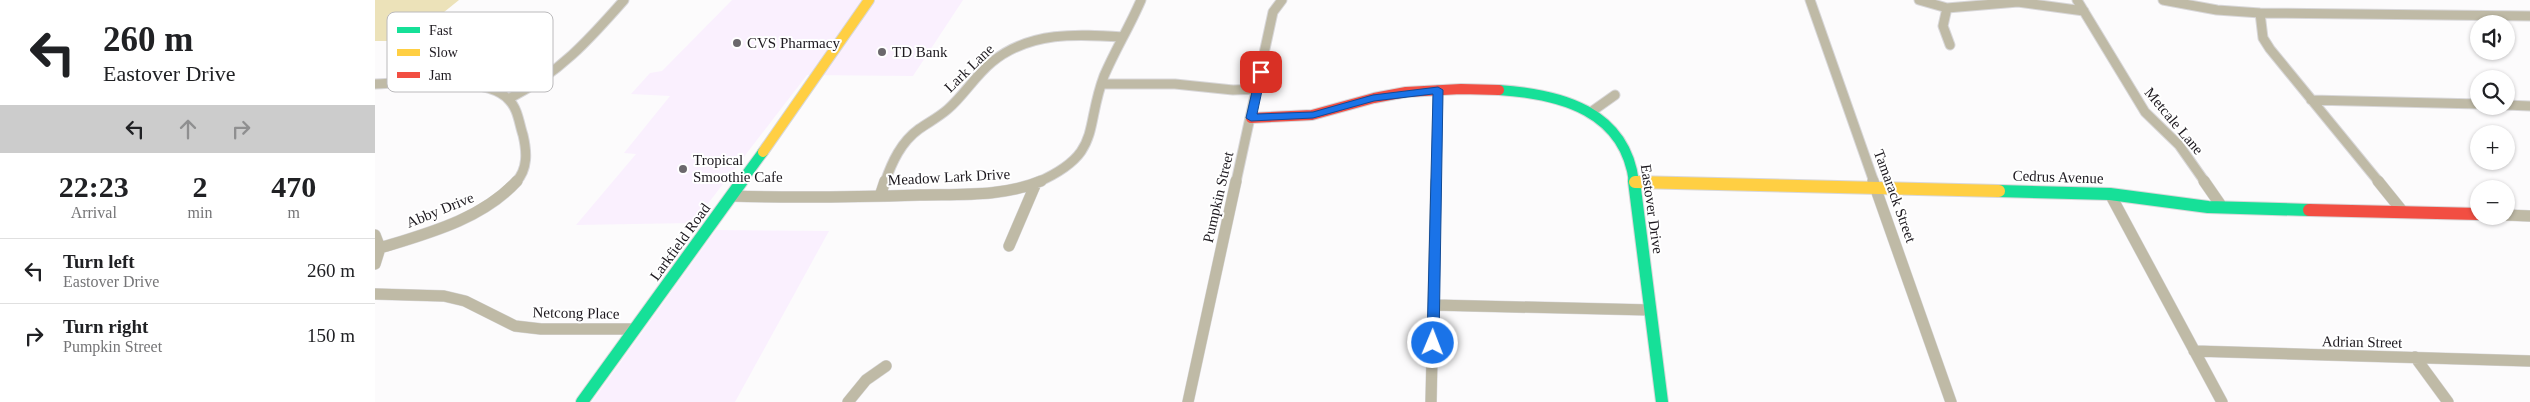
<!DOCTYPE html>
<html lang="en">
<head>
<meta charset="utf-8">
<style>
	body { margin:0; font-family:"Times New Roman",serif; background:#f6f6f6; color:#202124; height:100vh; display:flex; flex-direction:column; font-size:19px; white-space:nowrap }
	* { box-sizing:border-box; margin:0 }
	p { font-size:16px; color:#757577 }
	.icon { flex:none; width:28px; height:28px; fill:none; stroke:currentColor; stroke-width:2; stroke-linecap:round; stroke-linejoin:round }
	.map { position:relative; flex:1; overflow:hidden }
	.details { display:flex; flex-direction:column; background:#fff; width:375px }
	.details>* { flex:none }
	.top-card { background:#fff; color:#202124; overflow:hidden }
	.controls { position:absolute; left:2095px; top:15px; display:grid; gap:10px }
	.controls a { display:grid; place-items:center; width:45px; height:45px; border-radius:50%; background:#fff; box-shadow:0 1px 4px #0004; font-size:25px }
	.pin { position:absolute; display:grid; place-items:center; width:42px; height:42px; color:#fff; margin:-21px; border-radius:10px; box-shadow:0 2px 8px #0006 }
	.me { position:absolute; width:55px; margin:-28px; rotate:1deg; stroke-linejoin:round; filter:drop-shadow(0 0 4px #0008) }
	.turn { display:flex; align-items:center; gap:18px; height:105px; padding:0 20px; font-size:22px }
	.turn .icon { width:65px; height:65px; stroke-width:2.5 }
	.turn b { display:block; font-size:35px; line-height:42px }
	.lanes { display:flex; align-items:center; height:48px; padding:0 20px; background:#0003; justify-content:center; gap:25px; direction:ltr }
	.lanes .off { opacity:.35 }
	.eta { display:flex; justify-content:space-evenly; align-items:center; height:85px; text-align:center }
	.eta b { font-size:30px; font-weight:800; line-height:35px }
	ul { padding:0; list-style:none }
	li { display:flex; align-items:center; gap:15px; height:65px; padding:0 20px; border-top:1px solid #e0e0e0 }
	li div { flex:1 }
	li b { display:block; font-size:19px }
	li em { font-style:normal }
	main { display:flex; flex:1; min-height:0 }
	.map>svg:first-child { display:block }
</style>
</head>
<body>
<main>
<section class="details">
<div class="top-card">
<div class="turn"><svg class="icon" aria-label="left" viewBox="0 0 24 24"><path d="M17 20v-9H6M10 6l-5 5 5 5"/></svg><div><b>260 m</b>Eastover Drive</div></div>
<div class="lanes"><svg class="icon" aria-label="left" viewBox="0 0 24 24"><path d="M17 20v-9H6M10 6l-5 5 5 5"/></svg><svg class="icon off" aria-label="ahead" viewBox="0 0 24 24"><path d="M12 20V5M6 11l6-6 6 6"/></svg><svg class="icon off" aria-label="right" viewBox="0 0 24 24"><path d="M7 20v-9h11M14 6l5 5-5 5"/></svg></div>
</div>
<div class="eta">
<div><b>22:23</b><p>Arrival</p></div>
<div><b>2</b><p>min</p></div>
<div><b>470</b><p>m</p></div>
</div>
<ul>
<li><svg class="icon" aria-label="left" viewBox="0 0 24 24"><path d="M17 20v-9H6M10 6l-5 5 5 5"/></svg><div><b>Turn left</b><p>Eastover Drive</p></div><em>260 m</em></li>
<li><svg class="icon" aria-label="right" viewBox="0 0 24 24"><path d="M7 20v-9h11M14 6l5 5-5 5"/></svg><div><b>Turn right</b><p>Pumpkin Street</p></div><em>150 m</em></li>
</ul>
</section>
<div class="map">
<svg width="2155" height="402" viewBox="0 0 2155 402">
	<rect width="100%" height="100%" fill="#fcfbfc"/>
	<path fill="#faf0fe" d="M357,0H588L538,76L432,75L318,223L201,225L261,154L249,153L295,96L256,94L275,73L287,71Z
		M341,230L454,231L360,402H217Z"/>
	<path fill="#ece2b9" d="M0,0H84L33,41H0Z"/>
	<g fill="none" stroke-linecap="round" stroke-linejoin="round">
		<g stroke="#d8d7d9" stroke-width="11">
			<path id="street-far1" d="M1435,0L1499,182
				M1544,0L1572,8L1643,2L1709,11
				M1702,0L1770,112L1804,145L1830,182
				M1788,0L1842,10L1885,13L2155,16
				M1572,8L1568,26L1575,45
				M1885,13L1888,38L1895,49L2004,182
				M0,84C32,83 112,75 134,100C143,109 144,123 148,135C152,152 153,169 141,182
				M727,84H800L858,90L883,89
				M135,98C184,73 213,41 249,0
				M1936,100L2104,104
				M2131,105L2155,106
				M1216,112L1240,95
				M510,182C517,162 526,142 544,129C554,122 564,117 573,109C589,95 600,76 617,62C655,31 702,34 748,37
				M663,182C728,153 709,129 729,76C740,50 755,26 766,0
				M861,182L898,12L907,0
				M1061,182L1063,90"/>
		</g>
		<g stroke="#d8d7d9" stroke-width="12">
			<path id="street" d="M1498,181L1576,402
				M1829,181L1847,207
				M2003,181L2028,212
				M1735,194L1847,402
				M357,196C420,198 482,197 545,195C585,194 628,197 666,181
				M505,196L510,181
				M2131,215L2155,216
				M0,235L5,248L0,264
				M634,246L661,183
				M5,248C54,233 107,219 142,181
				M0,294L69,296L90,301L140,326L166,329H258
				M1059,305L1275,310
				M1819,351L2155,361
				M2040,357L2073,402
				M473,402L491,380L511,366
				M813,402L861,181
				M1056,402L1061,181"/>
		</g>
		<g stroke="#d8d7d9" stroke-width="12">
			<path id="fast-far1" d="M1124,90C1186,94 1250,111 1259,182
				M366,182L388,152"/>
		</g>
		<g stroke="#d8d7d9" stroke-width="14">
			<path id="fast" d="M1259,181L1287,402
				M1624,191L1735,194L1833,207L1934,210
				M207,402L367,181"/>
		</g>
		<g stroke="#d8d7d9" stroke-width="12">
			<path id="slow-far1" d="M388,152L494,0
				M1260,182H1270"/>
		</g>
		<g stroke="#d8d7d9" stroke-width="14">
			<path id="slow" d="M1260,182L1624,191"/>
		</g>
		<g stroke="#d8d7d9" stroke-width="12">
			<path id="jam-far1" d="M876,118L937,115L999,98L1031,92L1086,89L1124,90"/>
		</g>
		<g stroke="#d8d7d9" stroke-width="14">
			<path id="jam" d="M1934,210L2104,214"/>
		</g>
		<use href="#street-far1" stroke="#bfbaa6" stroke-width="9"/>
		<use href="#street" stroke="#bfbaa6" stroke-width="11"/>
		<use href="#fast-far1" stroke="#16e098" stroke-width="10"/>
		<use href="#fast" stroke="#16e098" stroke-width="12"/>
		<use href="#slow-far1" stroke="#ffcf43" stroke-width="10"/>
		<use href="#slow" stroke="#ffcf43" stroke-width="12"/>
		<use href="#jam-far1" stroke="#f24e42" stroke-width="10"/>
		<use href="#jam" stroke="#f24e42" stroke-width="12"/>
	</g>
	<path fill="#1a73e8" stroke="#114b97" d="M882,70L891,72L882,114L938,112L998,95L1063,87L1068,90L1064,343L1063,347L1058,348L1052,343L1058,94L999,101L938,118L876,121L871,118Z"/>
	<g fill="#6b686c" stroke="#fff" stroke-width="2">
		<circle cx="362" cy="43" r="5"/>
		<circle cx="507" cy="52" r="5"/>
		<circle cx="308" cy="169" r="5"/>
	</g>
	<g text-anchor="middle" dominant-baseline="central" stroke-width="4" stroke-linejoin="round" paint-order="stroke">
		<g font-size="15" fill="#1d191f" stroke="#fff" text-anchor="start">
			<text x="372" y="43">CVS Pharmacy</text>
			<text x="517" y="52">TD Bank</text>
			<text x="318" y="160">Tropical<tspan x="318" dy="17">Smoothie Cafe</tspan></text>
		</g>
		<g font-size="15" fill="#1d191f" stroke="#fff">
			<text transform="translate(594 68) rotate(-44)">Lark Lane</text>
			<text transform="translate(1799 121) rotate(50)">Metcale Lane</text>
			<text transform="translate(574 177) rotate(-3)">Meadow Lark Drive</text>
			<text transform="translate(1683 177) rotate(2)">Cedrus Avenue</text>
			<text transform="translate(1520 196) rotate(70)">Tamarack Street</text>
			<text transform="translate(843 197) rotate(-77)">Pumpkin Street</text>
			<text transform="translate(1277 209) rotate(82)">Eastover Drive</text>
			<text transform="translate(65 210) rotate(-22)">Abby Drive</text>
			<text transform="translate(305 242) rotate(-54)">Larkfield Road</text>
			<text transform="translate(201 313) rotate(1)">Netcong Place</text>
			<text transform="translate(1987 342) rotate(1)">Adrian Street</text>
		</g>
	</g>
	<rect x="12" y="12" width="166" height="80" rx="8" fill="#fff" stroke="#bbbabc" stroke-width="1"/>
	<rect x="22" y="27" width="23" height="6" fill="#16e098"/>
	<rect x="22" y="49" width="23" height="7" fill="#ffcf43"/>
	<rect x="22" y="72" width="23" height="6" fill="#f24e42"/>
	<g font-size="14" fill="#1d191f">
		<text x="54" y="35">Fast</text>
		<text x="54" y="57">Slow</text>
		<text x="54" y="80">Jam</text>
	</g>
</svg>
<div class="controls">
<a><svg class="icon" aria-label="sound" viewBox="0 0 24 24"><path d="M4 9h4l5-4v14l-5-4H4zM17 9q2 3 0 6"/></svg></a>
<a><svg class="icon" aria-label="search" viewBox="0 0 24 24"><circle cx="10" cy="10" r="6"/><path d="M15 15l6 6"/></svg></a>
<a>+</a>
<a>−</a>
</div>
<div class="pin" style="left:886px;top:72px;background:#d93025"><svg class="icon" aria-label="arrive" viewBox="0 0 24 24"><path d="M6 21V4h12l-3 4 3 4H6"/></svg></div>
<svg class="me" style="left:1058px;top:343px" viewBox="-20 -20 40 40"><circle r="17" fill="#1a73e8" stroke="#fff" stroke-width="3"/><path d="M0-11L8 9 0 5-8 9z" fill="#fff"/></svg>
</div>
</main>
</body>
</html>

·····

▸ **EXERCISE REQUIREMENTS**
For each line of the entries that holds the word "justify", pull that line out.

▸ **RESULT OF THE EXERCISE**
	.lanes { display:flex; align-items:center; height:48px; padding:0 20px; background:#0003; justify-content:center; gap:25px; direction:ltr }
	.eta { display:flex; justify-content:space-evenly; align-items:center; height:85px; text-align:center }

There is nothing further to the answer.